Exercise prompt — Whatever appears in the entries must be given again exactly.

[Stored data entries]
****
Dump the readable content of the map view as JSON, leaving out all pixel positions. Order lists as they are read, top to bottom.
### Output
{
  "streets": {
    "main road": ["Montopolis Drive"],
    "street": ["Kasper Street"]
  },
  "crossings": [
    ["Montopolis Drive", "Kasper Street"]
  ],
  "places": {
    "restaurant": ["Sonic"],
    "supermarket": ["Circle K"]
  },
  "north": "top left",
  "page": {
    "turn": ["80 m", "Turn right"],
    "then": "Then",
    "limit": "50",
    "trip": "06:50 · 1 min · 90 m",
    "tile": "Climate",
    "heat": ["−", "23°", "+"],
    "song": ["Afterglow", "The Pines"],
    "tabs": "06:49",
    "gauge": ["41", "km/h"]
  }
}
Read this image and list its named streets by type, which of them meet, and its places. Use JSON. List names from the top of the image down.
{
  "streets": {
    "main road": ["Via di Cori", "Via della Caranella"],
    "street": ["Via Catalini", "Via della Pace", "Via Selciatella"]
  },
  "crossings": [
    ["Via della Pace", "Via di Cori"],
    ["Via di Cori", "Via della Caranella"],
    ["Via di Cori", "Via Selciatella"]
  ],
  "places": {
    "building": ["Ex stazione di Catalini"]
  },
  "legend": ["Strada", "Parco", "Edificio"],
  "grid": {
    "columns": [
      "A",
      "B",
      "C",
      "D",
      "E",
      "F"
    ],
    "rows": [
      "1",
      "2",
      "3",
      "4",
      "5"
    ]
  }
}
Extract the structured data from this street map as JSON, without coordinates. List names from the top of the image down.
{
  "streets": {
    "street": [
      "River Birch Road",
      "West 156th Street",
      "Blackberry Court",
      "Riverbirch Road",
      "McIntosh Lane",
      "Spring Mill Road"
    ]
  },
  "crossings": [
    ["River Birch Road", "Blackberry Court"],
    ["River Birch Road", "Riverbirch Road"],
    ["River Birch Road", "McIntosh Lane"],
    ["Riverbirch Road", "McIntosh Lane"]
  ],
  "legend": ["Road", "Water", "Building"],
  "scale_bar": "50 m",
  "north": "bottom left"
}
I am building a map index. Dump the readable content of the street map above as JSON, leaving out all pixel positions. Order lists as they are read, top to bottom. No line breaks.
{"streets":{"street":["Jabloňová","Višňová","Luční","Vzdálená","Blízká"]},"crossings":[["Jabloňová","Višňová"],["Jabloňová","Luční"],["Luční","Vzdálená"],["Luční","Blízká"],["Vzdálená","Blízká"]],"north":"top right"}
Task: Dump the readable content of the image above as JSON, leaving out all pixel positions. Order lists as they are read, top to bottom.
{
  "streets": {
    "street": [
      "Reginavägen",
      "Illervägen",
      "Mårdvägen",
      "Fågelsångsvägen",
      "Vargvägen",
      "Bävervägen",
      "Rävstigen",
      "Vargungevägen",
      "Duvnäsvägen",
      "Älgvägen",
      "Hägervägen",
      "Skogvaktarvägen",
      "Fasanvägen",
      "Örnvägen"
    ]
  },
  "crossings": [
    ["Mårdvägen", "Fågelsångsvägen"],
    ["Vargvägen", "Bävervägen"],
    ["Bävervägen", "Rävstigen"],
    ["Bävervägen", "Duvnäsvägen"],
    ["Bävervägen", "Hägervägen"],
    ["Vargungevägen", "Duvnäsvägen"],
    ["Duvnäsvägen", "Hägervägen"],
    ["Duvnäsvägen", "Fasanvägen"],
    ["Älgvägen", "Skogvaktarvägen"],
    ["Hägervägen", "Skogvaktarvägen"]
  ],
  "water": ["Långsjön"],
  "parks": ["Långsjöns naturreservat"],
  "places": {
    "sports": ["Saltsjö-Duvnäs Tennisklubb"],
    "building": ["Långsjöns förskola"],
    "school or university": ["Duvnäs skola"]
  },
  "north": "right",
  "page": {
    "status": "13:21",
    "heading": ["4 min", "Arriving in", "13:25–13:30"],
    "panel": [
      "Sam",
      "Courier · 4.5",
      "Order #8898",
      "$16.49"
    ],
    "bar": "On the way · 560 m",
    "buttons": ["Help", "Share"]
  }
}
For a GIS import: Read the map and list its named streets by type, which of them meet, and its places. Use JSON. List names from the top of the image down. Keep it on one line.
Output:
****
Reply to the task —
Dump the readable content of the map view as JSON, leaving out all pixel positions. Order lists as they are read, top to bottom.
### Output
{
  "streets": {
    "main road": ["Montopolis Drive"],
    "street": ["Kasper Street"]
  },
  "crossings": [
    ["Montopolis Drive", "Kasper Street"]
  ],
  "places": {
    "restaurant": ["Sonic"],
    "supermarket": ["Circle K"]
  },
  "north": "top left",
  "page": {
    "turn": ["80 m", "Turn right"],
    "then": "Then",
    "limit": "50",
    "trip": "06:50 · 1 min · 90 m",
    "tile": "Climate",
    "heat": ["−", "23°", "+"],
    "song": ["Afterglow", "The Pines"],
    "tabs": "06:49",
    "gauge": ["41", "km/h"]
  }
}
Read this image and list its named streets by type, which of them meet, and its places. Use JSON. List names from the top of the image down.
{
  "streets": {
    "main road": ["Via di Cori", "Via della Caranella"],
    "street": ["Via Catalini", "Via della Pace", "Via Selciatella"]
  },
  "crossings": [
    ["Via della Pace", "Via di Cori"],
    ["Via di Cori", "Via della Caranella"],
    ["Via di Cori", "Via Selciatella"]
  ],
  "places": {
    "building": ["Ex stazione di Catalini"]
  },
  "legend": ["Strada", "Parco", "Edificio"],
  "grid": {
    "columns": [
      "A",
      "B",
      "C",
      "D",
      "E",
      "F"
    ],
    "rows": [
      "1",
      "2",
      "3",
      "4",
      "5"
    ]
  }
}
Extract the structured data from this street map as JSON, without coordinates. List names from the top of the image down.
{
  "streets": {
    "street": [
      "River Birch Road",
      "West 156th Street",
      "Blackberry Court",
      "Riverbirch Road",
      "McIntosh Lane",
      "Spring Mill Road"
    ]
  },
  "crossings": [
    ["River Birch Road", "Blackberry Court"],
    ["River Birch Road", "Riverbirch Road"],
    ["River Birch Road", "McIntosh Lane"],
    ["Riverbirch Road", "McIntosh Lane"]
  ],
  "legend": ["Road", "Water", "Building"],
  "scale_bar": "50 m",
  "north": "bottom left"
}
I am building a map index. Dump the readable content of the street map above as JSON, leaving out all pixel positions. Order lists as they are read, top to bottom. No line breaks.
{"streets":{"street":["Jabloňová","Višňová","Luční","Vzdálená","Blízká"]},"crossings":[["Jabloňová","Višňová"],["Jabloňová","Luční"],["Luční","Vzdálená"],["Luční","Blízká"],["Vzdálená","Blízká"]],"north":"top right"}
Task: Dump the readable content of the image above as JSON, leaving out all pixel positions. Order lists as they are read, top to bottom.
{
  "streets": {
    "street": [
      "Reginavägen",
      "Illervägen",
      "Mårdvägen",
      "Fågelsångsvägen",
      "Vargvägen",
      "Bävervägen",
      "Rävstigen",
      "Vargungevägen",
      "Duvnäsvägen",
      "Älgvägen",
      "Hägervägen",
      "Skogvaktarvägen",
      "Fasanvägen",
      "Örnvägen"
    ]
  },
  "crossings": [
    ["Mårdvägen", "Fågelsångsvägen"],
    ["Vargvägen", "Bävervägen"],
    ["Bävervägen", "Rävstigen"],
    ["Bävervägen", "Duvnäsvägen"],
    ["Bävervägen", "Hägervägen"],
    ["Vargungevägen", "Duvnäsvägen"],
    ["Duvnäsvägen", "Hägervägen"],
    ["Duvnäsvägen", "Fasanvägen"],
    ["Älgvägen", "Skogvaktarvägen"],
    ["Hägervägen", "Skogvaktarvägen"]
  ],
  "water": ["Långsjön"],
  "parks": ["Långsjöns naturreservat"],
  "places": {
    "sports": ["Saltsjö-Duvnäs Tennisklubb"],
    "building": ["Långsjöns förskola"],
    "school or university": ["Duvnäs skola"]
  },
  "north": "right",
  "page": {
    "status": "13:21",
    "heading": ["4 min", "Arriving in", "13:25–13:30"],
    "panel": [
      "Sam",
      "Courier · 4.5",
      "Order #8898",
      "$16.49"
    ],
    "bar": "On the way · 560 m",
    "buttons": ["Help", "Share"]
  }
}
For a GIS import: Read the map and list its named streets by type, which of them meet, and its places. Use JSON. List names from the top of the image down. Keep it on one line.
Output:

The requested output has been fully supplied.